**Task prompt**
Every line that includes the word "Українська" needs to be copied from the listing.

**Data section**
--------------------------------------------------
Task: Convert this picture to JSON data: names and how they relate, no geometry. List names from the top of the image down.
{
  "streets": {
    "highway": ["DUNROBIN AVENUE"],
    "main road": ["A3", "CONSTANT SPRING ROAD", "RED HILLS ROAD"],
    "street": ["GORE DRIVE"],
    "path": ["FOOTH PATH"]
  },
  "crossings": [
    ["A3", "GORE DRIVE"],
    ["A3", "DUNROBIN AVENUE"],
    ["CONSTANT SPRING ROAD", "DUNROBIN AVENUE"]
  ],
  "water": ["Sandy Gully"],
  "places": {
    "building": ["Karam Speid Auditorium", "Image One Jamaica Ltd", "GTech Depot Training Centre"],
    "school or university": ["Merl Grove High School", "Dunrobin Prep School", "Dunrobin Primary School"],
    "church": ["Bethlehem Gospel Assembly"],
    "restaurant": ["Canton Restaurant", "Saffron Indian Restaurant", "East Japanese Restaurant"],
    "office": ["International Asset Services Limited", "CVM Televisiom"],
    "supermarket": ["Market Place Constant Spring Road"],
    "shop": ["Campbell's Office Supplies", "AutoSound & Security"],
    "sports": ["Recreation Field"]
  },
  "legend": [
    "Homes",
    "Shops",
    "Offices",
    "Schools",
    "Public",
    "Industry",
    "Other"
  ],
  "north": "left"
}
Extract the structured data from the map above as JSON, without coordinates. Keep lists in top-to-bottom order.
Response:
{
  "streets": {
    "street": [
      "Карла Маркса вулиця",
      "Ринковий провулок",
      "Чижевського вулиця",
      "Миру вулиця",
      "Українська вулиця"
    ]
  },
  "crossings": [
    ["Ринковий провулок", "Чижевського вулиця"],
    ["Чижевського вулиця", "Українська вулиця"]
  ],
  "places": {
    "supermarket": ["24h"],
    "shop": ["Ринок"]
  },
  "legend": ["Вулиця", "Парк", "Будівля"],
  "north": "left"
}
--------------------------------------------------
**Solution to this task**
      "Українська вулиця"
    ["Чижевського вулиця", "Українська вулиця"]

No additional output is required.